The mission addressed one of the Rotary Foundation’s Areas of Focus, which is Disease Prevention and Treatment. The cost of the trip was $15,000. The Lewes-Rehoboth Rotary Club raised the money locally. The money bought specialized equipment including a cystoscope, ureteroscope and equipment for prostate surgery. After the mission, the equipment was donated to the hospital in Sirsi, so staff could sustain the work that was done.
The U.S. team consisted of four physicians, six nurses, one nurse practitioner, and a nonmedical volunteer. One of the physicians was Hosmane’s son, Vinay R. Hosmane. R.U. Hosmane’s wife, Kusuma, helped with trip logistics, patient registration and translation. All volunteers paid their own expenses, which included airfare and personal expenses. The local Rotaries and hospital raised money to pay room and board.
Six additional physicians from India, four of whom were cousins of Hosmane, as well as many nurses and volunteers, assisted in making the mission successful. “In fact, the Indian medical team stopped doing elective surgery for the week we were there in order to assist us,” said Hosmane. “So many people showed up, they had to add another day for registration,” as word spread throughout the region that doctors were helping patients.
Though Hosmane saw many patients that week, one young boy stood out and showed how ignorance was a major cause of suffering in India. “A 3-year-old boy had a condition where his testicles never dropped into the scrotum. If left untreated, this could cause sterility at best and testicular cancer at worst. His mother was both afraid and didn’t have the money for the surgery. But we convinced her it was the right thing to do. Some of the barriers are people’s beliefs. Some Muslims are against inoculation.”

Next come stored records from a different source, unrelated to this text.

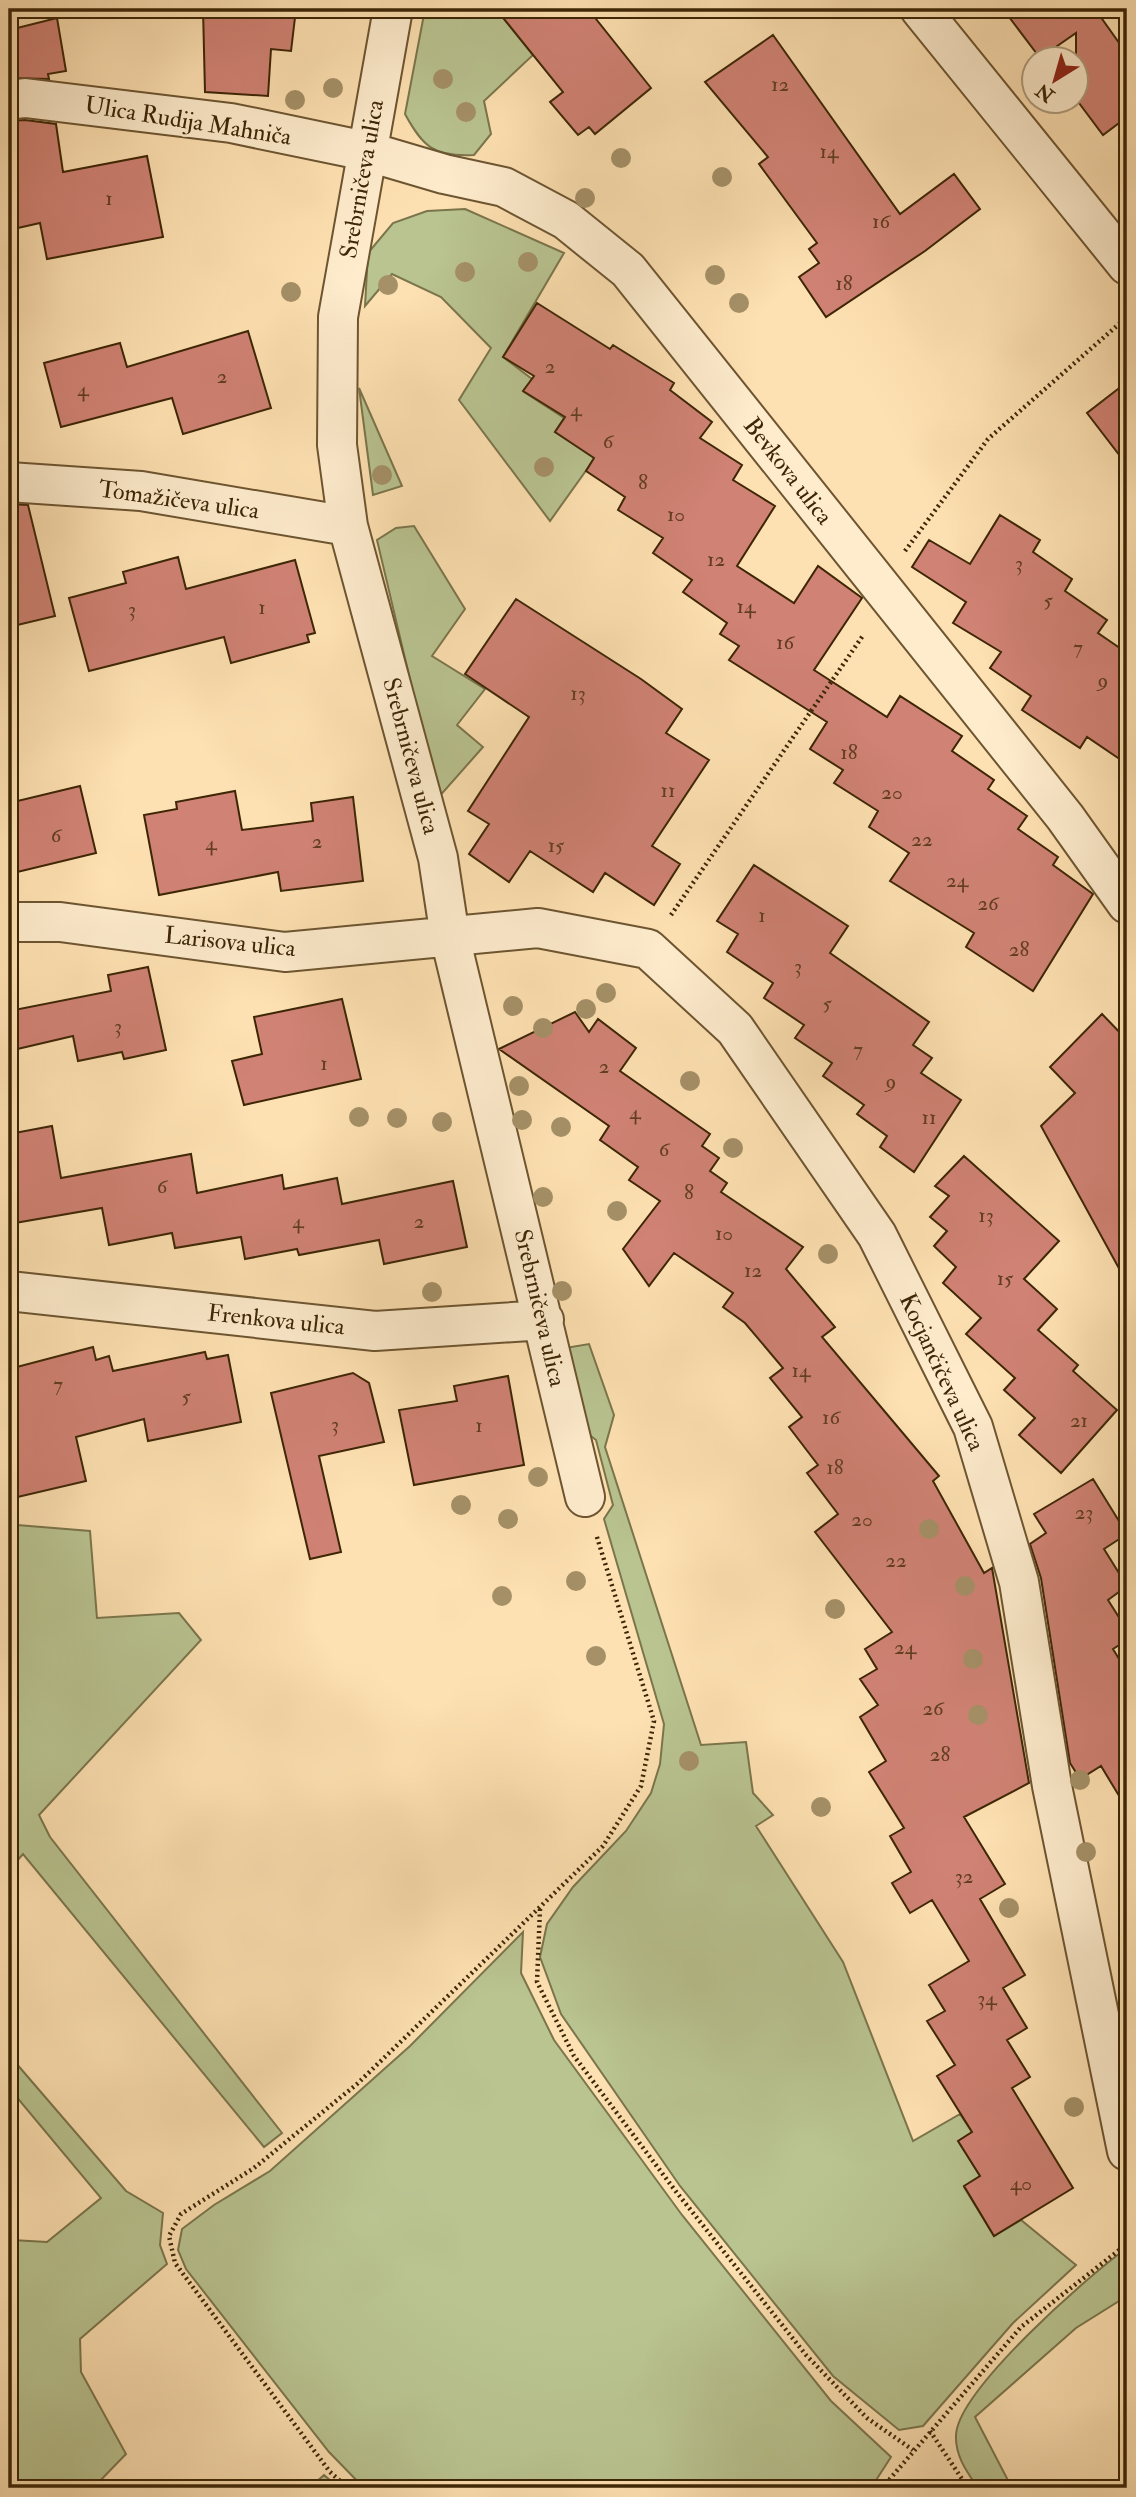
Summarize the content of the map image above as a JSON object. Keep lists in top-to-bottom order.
{
  "streets": {
    "street": [
      "Ulica Rudija Mahniča",
      "Srebrničeva ulica",
      "Bevkova ulica",
      "Tomažičeva ulica",
      "Larisova ulica",
      "Frenkova ulica",
      "Kocjančičeva ulica"
    ]
  },
  "crossings": [
    ["Ulica Rudija Mahniča", "Srebrničeva ulica"],
    ["Ulica Rudija Mahniča", "Bevkova ulica"],
    ["Srebrničeva ulica", "Bevkova ulica"],
    ["Srebrničeva ulica", "Tomažičeva ulica"],
    ["Srebrničeva ulica", "Larisova ulica"],
    ["Srebrničeva ulica", "Frenkova ulica"]
  ],
  "house_numbers": [
    "12",
    "14",
    "1",
    "16",
    "18",
    "2",
    "2",
    "4",
    "4",
    "6",
    "8",
    "10",
    "12",
    "3",
    "5",
    "14",
    "1",
    "3",
    "16",
    "7",
    "9",
    "13",
    "18",
    "11",
    "20",
    "6",
    "22",
    "2",
    "4",
    "15",
    "24",
    "26",
    "1",
    "28",
    "3",
    "5",
    "3",
    "7",
    "1",
    "2",
    "9",
    "4",
    "11",
    "6",
    "6",
    "8",
    "13",
    "4",
    "2",
    "10",
    "12",
    "15",
    "14",
    "7",
    "5",
    "16",
    "21",
    "3",
    "1",
    "18",
    "23",
    "20",
    "22",
    "24",
    "26",
    "28",
    "32",
    "34",
    "40"
  ],
  "north": "bottom left"
}
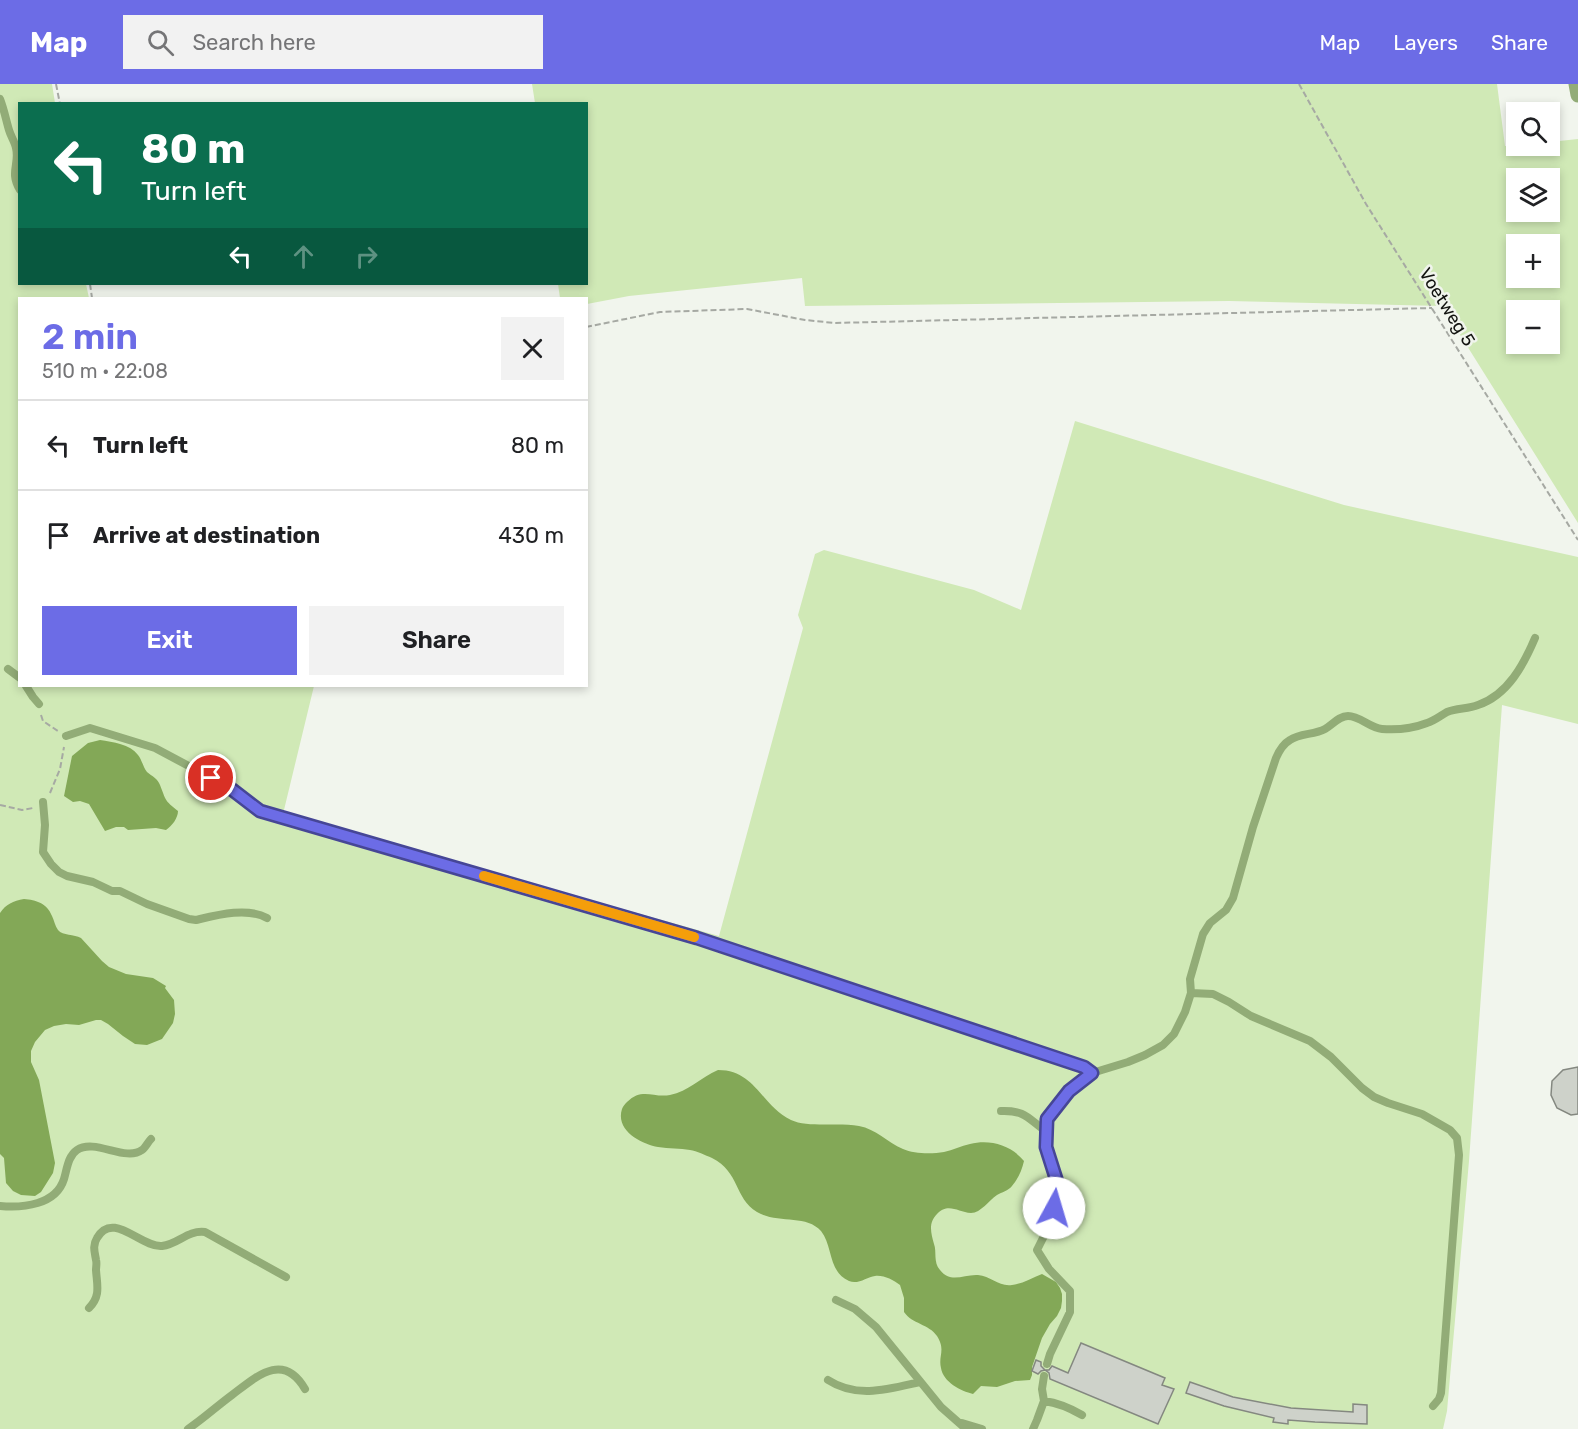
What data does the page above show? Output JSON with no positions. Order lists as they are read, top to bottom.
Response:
{
  "streets": {
    "path": ["Voetweg 5"]
  },
  "page": {
    "header": "Map",
    "search": "Search here",
    "nav": ["Map", "Layers", "Share"],
    "map_buttons": ["+", "−"],
    "turn": ["80 m", "Turn left"],
    "heading": ["2 min", "510 m · 22:08"],
    "list": [
      {
        "name": "Turn left",
        "value": "80 m"
      },
      {
        "name": "Arrive at destination",
        "value": "430 m"
      }
    ],
    "buttons": ["Exit", "Share"]
  }
}
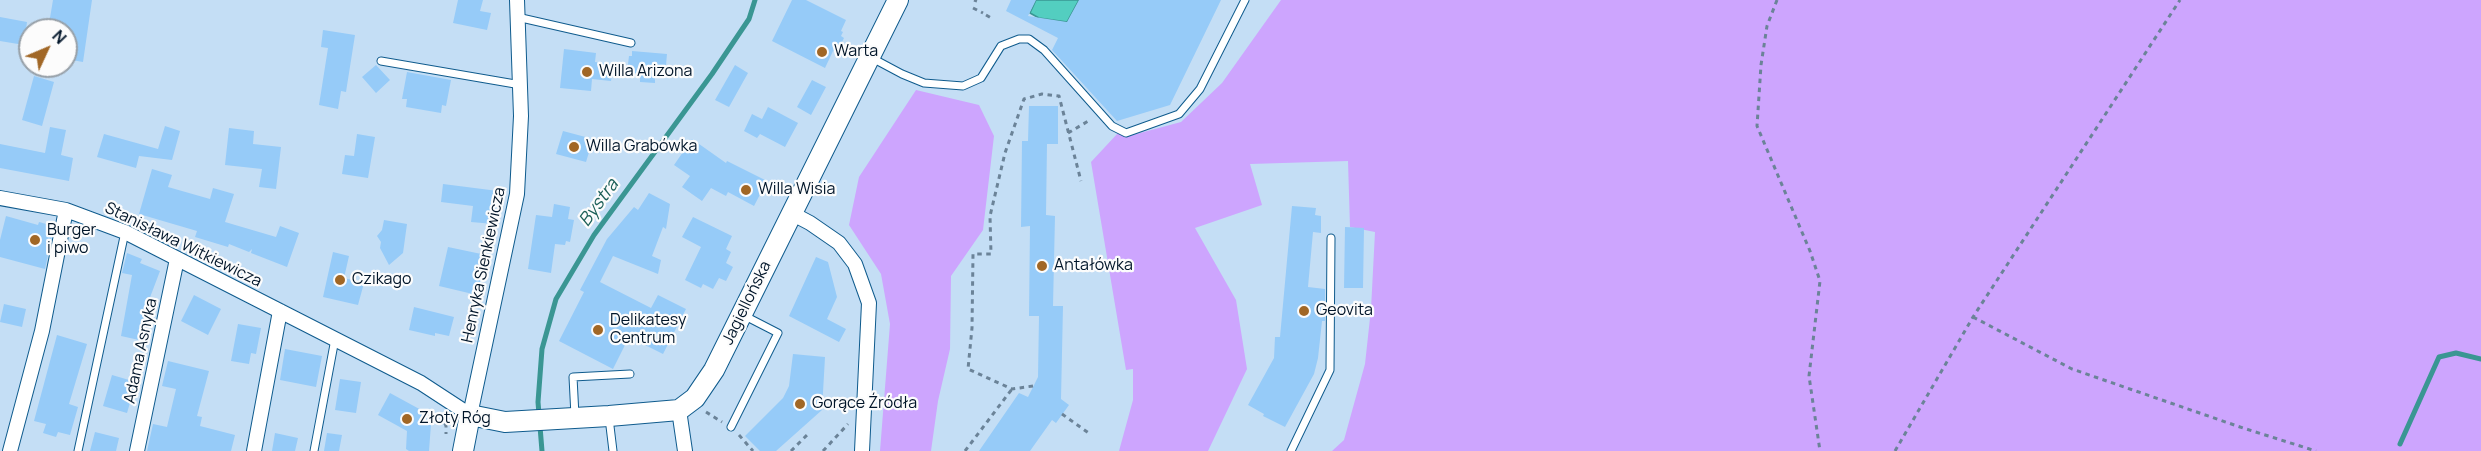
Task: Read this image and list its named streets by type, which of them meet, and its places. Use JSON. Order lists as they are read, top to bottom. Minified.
{"streets":{"street":["Stanisława Witkiewicza","Henryka Sienkiewicza","Jagiellońska","Adama Asnyka"]},"crossings":[["Stanisława Witkiewicza","Henryka Sienkiewicza"],["Stanisława Witkiewicza","Adama Asnyka"]],"water":["Bystra"],"places":["Warta","Willa Arizona","Willa Grabówka","Willa Wisia","Burger i piwo","Antałówka","Czikago","Geovita","Delikatesy Centrum","Gorące Źródła","Złoty Róg"],"north":"top right"}
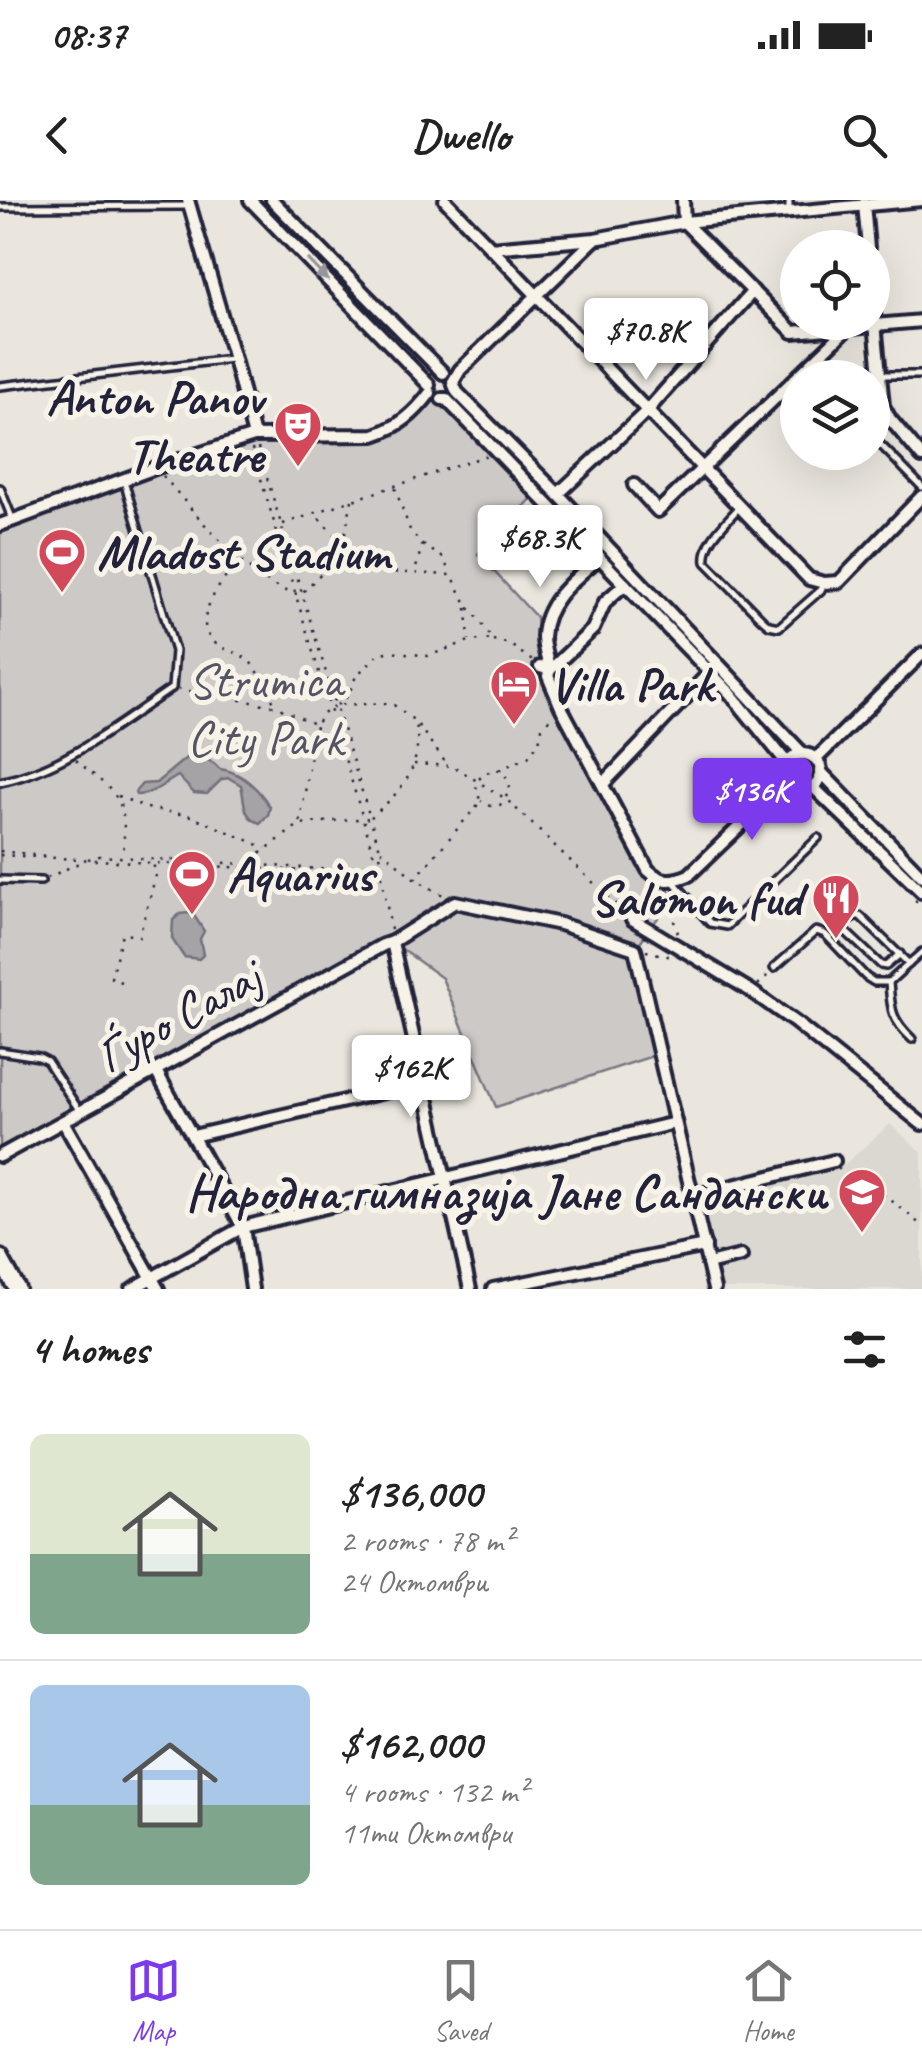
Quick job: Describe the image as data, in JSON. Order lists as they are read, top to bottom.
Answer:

Hosmane said the planning was as difficult as the trip itself. He estimated he made over 1,000 calls setting up the mission. And because India is 10 hours ahead of Eastern Standard Time, it made for some long days. The mission also involved teaching as the team tried to improve the learning curve of the Indian medical professionals.
Hosmane has been a member of the Lewes-Rehoboth Rotary Club for several years and said the Rotary’s philosophy of Service Over Self fits nicely with a career in medicine. “You only live once, so make the best of it,” he said. “Help the people who are less fortunate. Take the skills you have and go help someone. What I’ve learned over the years hasn’t come from books. It comes from my experience working with patients. Get involved in a cause. If I make one person better and you make one person better, that’s two people who are cured. We need more people to get involved. Much more can be done. Everyone has skills and expertise. Give back.”
People giving back has paid huge dividends in India. “Polio had been practically eradicated from the 1.2 billion Indian population,” said Hosmane. “They have been free for three years, and although they are still concerned about infected people from Afghanistan and Pakistan crossing the border into India, they have beaten this scourge for all intents and purposes. “
Throughout the mission, Hosmane’s team received thanks and gratitude from the Indian people. The patients were grateful for the expert medical care they received. The Indian medical team appreciated the up-to-date equipment and training. But the real payoff came when Hosmane received a telephone call from a cousin with a message that made the whole trip worthwhile. “Your father would be very proud of you,” she said.